I spent a good bit of my time near the royal palace – Oman has been ruled by the same Sultan since 1970 – and I’d expect that area to be clean, of course. There was even a guy scrubbing bird poop off the railings along the sea, all of which looked to be remarkably clean before he started. However, even in the back streets where incomes were obviously lower, where shops were densely packed into tight alleys, there was a surprising lack of trash scattered about.
Directly across from the rather ostentatious palace entrance is the National Museum of Oman, a massive and imposing structure which I found to be quite well done. I am a big fan of museums and try to visit the national museum, or at least a major museum, of every country I visit. Sometimes this hasn’t been possible due to conflicts, travel or otherwise.
Thankfully, I was able to make a beeline from the airport to the National Museum of Oman. In keeping with my breathless praise for the rest of the country, this is without a doubt a world class facility. If you plucked this museum out of Oman and put it in any major American city, it would quickly become one of the best tourist attractions within 100 miles. It rivals every top quality American or Western museum I’ve ever visited and is perhaps better than most.

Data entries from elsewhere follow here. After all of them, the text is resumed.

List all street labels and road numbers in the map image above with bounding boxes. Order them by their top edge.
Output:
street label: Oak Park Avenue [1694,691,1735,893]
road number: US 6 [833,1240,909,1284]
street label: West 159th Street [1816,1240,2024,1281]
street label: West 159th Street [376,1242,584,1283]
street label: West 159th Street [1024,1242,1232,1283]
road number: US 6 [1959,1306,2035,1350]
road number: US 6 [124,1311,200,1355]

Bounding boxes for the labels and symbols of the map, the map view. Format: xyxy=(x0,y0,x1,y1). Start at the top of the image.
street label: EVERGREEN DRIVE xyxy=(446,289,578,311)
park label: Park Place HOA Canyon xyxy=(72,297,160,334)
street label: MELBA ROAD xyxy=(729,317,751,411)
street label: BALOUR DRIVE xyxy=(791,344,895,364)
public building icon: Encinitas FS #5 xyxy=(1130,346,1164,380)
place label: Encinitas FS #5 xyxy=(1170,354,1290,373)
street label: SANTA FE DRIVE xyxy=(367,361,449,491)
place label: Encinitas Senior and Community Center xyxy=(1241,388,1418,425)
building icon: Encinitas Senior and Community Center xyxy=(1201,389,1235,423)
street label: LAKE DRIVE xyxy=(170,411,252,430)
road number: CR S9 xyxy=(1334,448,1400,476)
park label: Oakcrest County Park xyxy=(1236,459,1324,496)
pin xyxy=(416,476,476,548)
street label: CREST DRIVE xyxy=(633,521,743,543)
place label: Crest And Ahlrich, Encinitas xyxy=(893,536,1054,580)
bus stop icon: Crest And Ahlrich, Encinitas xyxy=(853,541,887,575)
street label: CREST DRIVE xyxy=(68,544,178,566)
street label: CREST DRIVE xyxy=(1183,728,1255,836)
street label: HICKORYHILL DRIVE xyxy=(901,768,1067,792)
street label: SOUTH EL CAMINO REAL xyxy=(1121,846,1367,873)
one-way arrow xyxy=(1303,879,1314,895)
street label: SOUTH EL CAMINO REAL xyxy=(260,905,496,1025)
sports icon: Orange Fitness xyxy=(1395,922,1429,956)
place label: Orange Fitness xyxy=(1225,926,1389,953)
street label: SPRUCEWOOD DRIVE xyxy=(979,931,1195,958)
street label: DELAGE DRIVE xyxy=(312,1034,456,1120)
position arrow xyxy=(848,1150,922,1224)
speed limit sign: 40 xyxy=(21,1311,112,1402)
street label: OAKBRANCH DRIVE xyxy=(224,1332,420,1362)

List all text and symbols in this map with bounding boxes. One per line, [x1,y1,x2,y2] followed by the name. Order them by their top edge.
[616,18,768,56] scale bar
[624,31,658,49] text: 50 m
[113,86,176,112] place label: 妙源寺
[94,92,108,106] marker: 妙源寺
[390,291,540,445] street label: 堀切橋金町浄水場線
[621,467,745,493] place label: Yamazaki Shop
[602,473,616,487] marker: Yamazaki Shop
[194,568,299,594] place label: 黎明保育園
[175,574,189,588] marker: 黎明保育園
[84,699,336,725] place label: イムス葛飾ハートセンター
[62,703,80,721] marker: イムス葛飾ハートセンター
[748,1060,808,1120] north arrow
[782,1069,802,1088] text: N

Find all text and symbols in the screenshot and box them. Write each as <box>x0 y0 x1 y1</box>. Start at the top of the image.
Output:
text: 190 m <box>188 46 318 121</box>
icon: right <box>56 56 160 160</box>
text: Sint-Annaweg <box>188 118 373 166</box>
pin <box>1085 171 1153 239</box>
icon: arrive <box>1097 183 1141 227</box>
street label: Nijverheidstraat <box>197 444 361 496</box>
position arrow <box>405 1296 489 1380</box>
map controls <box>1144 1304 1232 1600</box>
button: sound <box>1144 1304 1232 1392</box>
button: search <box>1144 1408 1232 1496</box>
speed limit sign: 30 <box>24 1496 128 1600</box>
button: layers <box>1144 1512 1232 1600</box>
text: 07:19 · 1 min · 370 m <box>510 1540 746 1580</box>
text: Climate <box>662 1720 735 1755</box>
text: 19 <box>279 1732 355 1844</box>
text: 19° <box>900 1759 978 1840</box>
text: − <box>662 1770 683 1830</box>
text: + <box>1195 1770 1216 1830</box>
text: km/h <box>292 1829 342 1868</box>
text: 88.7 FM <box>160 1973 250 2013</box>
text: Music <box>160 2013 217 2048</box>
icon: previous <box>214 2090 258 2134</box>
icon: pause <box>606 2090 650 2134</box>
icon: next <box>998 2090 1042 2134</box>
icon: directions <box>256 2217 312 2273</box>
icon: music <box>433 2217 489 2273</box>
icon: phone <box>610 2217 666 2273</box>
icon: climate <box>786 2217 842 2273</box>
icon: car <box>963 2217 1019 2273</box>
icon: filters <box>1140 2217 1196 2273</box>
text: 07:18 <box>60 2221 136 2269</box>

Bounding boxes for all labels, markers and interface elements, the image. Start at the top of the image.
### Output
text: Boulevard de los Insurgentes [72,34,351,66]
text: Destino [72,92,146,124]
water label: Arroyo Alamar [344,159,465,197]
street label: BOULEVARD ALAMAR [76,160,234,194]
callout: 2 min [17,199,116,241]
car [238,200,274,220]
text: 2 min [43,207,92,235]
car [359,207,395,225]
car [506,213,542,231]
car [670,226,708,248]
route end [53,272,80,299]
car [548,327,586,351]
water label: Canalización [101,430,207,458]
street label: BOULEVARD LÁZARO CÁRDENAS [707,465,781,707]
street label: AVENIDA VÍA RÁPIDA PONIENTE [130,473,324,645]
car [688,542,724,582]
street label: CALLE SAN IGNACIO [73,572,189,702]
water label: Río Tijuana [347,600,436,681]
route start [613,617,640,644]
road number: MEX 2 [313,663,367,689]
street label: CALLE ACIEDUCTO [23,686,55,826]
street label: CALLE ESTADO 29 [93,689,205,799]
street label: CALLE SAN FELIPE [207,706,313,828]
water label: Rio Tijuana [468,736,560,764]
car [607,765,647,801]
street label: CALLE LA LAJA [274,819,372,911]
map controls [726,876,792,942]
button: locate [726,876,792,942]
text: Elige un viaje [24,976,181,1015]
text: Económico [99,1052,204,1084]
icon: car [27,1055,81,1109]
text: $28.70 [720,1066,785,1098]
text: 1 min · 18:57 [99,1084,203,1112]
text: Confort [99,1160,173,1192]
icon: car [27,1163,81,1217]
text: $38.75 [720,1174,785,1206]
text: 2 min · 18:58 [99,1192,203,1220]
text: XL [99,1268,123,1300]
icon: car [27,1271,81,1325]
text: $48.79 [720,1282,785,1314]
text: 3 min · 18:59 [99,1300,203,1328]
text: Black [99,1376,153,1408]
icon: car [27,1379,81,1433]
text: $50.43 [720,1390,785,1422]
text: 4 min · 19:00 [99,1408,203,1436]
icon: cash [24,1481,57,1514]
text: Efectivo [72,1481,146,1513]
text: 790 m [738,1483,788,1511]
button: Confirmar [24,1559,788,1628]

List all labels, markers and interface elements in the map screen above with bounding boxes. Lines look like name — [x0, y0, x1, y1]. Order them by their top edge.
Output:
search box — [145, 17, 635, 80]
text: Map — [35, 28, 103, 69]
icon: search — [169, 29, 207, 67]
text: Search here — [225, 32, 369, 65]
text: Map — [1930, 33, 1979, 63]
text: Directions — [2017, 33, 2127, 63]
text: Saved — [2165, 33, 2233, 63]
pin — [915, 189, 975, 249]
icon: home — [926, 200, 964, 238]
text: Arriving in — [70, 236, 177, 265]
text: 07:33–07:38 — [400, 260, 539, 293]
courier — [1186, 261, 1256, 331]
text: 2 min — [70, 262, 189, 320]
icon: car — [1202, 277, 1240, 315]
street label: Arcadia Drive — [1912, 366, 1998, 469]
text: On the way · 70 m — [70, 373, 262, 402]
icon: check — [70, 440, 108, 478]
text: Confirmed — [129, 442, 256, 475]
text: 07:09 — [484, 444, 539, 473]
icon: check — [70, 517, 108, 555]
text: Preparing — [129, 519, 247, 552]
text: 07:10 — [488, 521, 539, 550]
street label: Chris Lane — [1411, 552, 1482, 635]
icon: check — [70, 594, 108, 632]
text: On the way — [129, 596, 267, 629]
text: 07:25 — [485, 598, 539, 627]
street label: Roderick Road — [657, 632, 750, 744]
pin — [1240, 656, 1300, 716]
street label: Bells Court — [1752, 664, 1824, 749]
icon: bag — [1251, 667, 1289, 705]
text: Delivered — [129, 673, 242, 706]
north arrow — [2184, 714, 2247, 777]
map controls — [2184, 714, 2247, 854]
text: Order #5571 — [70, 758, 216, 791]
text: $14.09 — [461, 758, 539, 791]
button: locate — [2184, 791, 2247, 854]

The nautical section of the museum deserves its own article, but this being a blog focused on weapons, it is time we changed gears and talked about the Arms and Armor area of the museum. Yes, although this article is called the Muskets of Muscat, the museum boasts an impressive collection of cannon, rifles, and pistols, in addition to numerous swords and the distinctive curved “Khanjar” dagger which is a traditional Omani weapon. I am, however, sharing one of the many beautiful and intricate ship models at the museum. Sorry, I couldn’t resist.
I’ll now let you peruse the photos, which include Lee-Enfields, Martini-Henrys, Fusil Gras-ses, percussion and matchlock pistols and muskets, cannons produced in the US, Germany, and Macau, and my personal favorite, a Winchester lever action presented to the then-Sultan of Muscat by President Arthur in the early 1880s. Why is it my favorite when there’s a prettied up Lee-Enfield in attendance? Because this lever rifle was clearly put to good use. Despite the plaque on the stock and the beautiful engraving from the receiver to the muzzle, you can tell this rifle didn’t just hang on the wall. The Sultan – or someone – took it out in the field and used it a lot. When the front sight fell off, and stayed off, it was probably put in the museum. But for a good while, that rifle was carried and used as it was meant to be, perhaps to hunt oryx or defend the palace against the occasional coup attempt.
Finally, I’m sharing my overall favorite part of the museum, which was the Push Button, Receive Frankincense plaque. It worked, and frankincense smells great.
You should definitely visit Oman – and this museum.